The records are to be repeated exactly, and any images in them are to be dropped.

'''

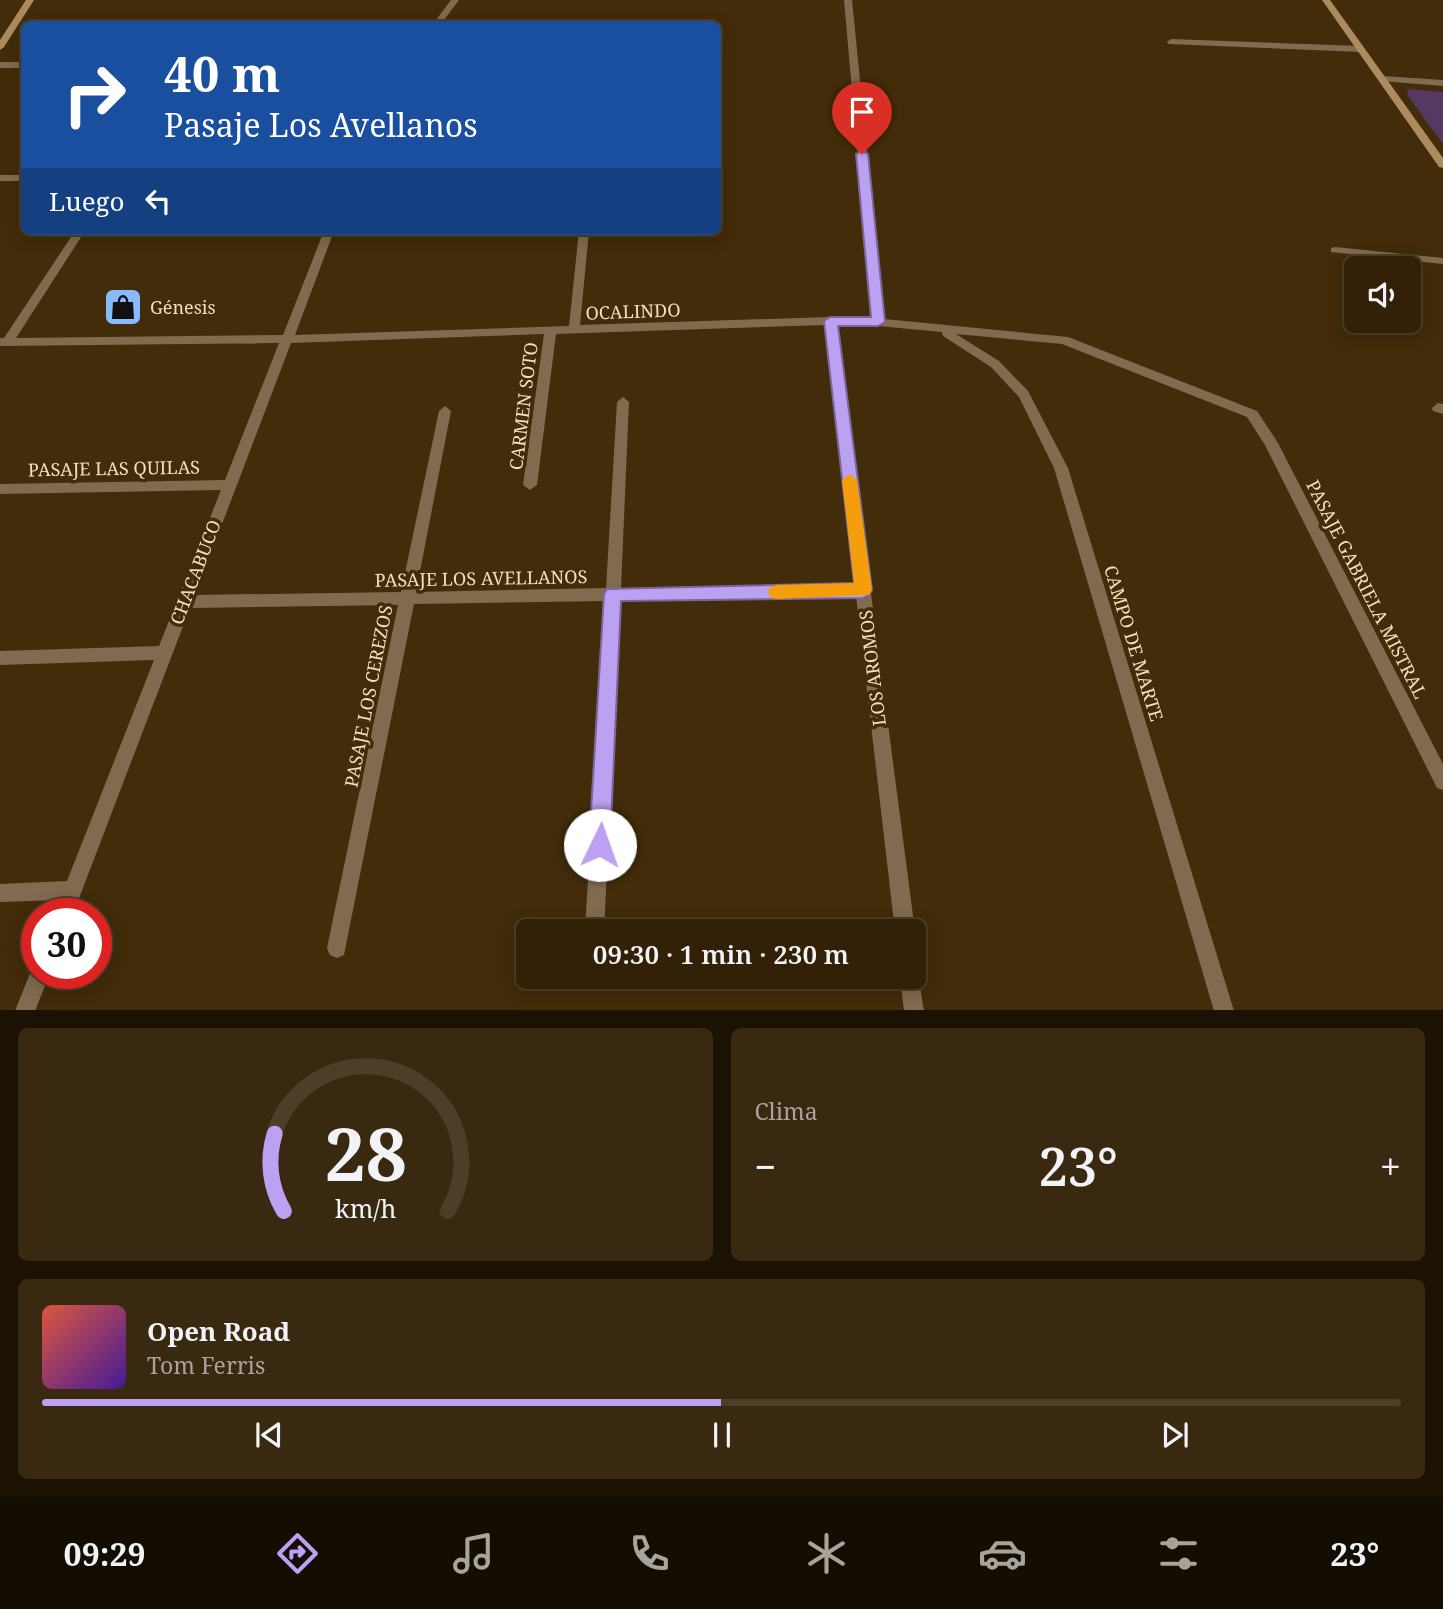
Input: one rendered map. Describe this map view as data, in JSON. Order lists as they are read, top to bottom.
{
  "streets": {
    "street": [
      "OCALINDO",
      "CARMEN SOTO",
      "PASAJE LAS QUILAS",
      "CHACABUCO",
      "PASAJE LOS AVELLANOS",
      "PASAJE GABRIELA MISTRAL",
      "CAMPO DE MARTE",
      "LOS AROMOS",
      "PASAJE LOS CEREZOS"
    ]
  },
  "crossings": [
    ["OCALINDO", "CARMEN SOTO"],
    ["OCALINDO", "CHACABUCO"],
    ["OCALINDO", "PASAJE GABRIELA MISTRAL"],
    ["OCALINDO", "CAMPO DE MARTE"],
    ["OCALINDO", "LOS AROMOS"],
    ["PASAJE LAS QUILAS", "CHACABUCO"],
    ["CHACABUCO", "PASAJE LOS AVELLANOS"],
    ["PASAJE LOS AVELLANOS", "LOS AROMOS"],
    ["PASAJE LOS AVELLANOS", "PASAJE LOS CEREZOS"]
  ],
  "places": {
    "shop": ["Génesis"]
  },
  "page": {
    "turn": ["40 m", "Pasaje Los Avellanos"],
    "then": "Luego",
    "limit": "30",
    "trip": "09:30 · 1 min · 230 m",
    "tile": "Clima",
    "heat": ["−", "23°", "+"],
    "song": ["Open Road", "Tom Ferris"],
    "tabs": ["09:29", "23°"],
    "gauge": ["28", "km/h"]
  }
}
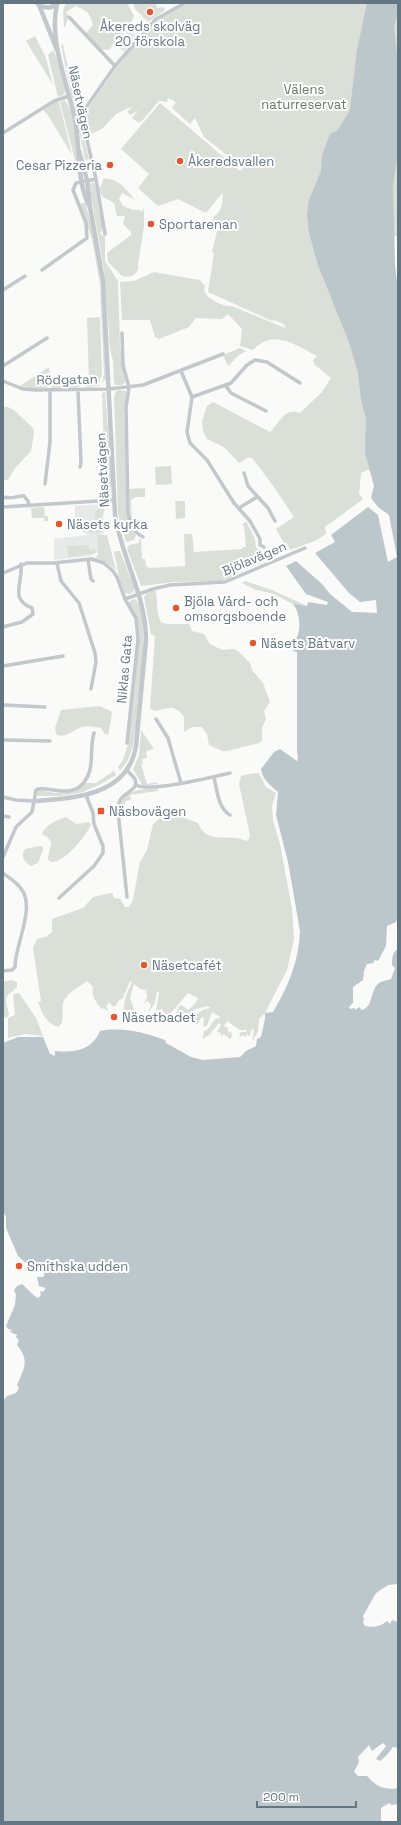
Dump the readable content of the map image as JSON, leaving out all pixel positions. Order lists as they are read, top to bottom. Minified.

'''

- _TASK RESPONSE_
Input: one rendered map. Describe this map view as data, in JSON. Order lists as they are read, top to bottom.
{
  "streets": {
    "street": [
      "OCALINDO",
      "CARMEN SOTO",
      "PASAJE LAS QUILAS",
      "CHACABUCO",
      "PASAJE LOS AVELLANOS",
      "PASAJE GABRIELA MISTRAL",
      "CAMPO DE MARTE",
      "LOS AROMOS",
      "PASAJE LOS CEREZOS"
    ]
  },
  "crossings": [
    ["OCALINDO", "CARMEN SOTO"],
    ["OCALINDO", "CHACABUCO"],
    ["OCALINDO", "PASAJE GABRIELA MISTRAL"],
    ["OCALINDO", "CAMPO DE MARTE"],
    ["OCALINDO", "LOS AROMOS"],
    ["PASAJE LAS QUILAS", "CHACABUCO"],
    ["CHACABUCO", "PASAJE LOS AVELLANOS"],
    ["PASAJE LOS AVELLANOS", "LOS AROMOS"],
    ["PASAJE LOS AVELLANOS", "PASAJE LOS CEREZOS"]
  ],
  "places": {
    "shop": ["Génesis"]
  },
  "page": {
    "turn": ["40 m", "Pasaje Los Avellanos"],
    "then": "Luego",
    "limit": "30",
    "trip": "09:30 · 1 min · 230 m",
    "tile": "Clima",
    "heat": ["−", "23°", "+"],
    "song": ["Open Road", "Tom Ferris"],
    "tabs": ["09:29", "23°"],
    "gauge": ["28", "km/h"]
  }
}
Dump the readable content of the map image as JSON, leaving out all pixel positions. Order lists as they are read, top to bottom. Minified.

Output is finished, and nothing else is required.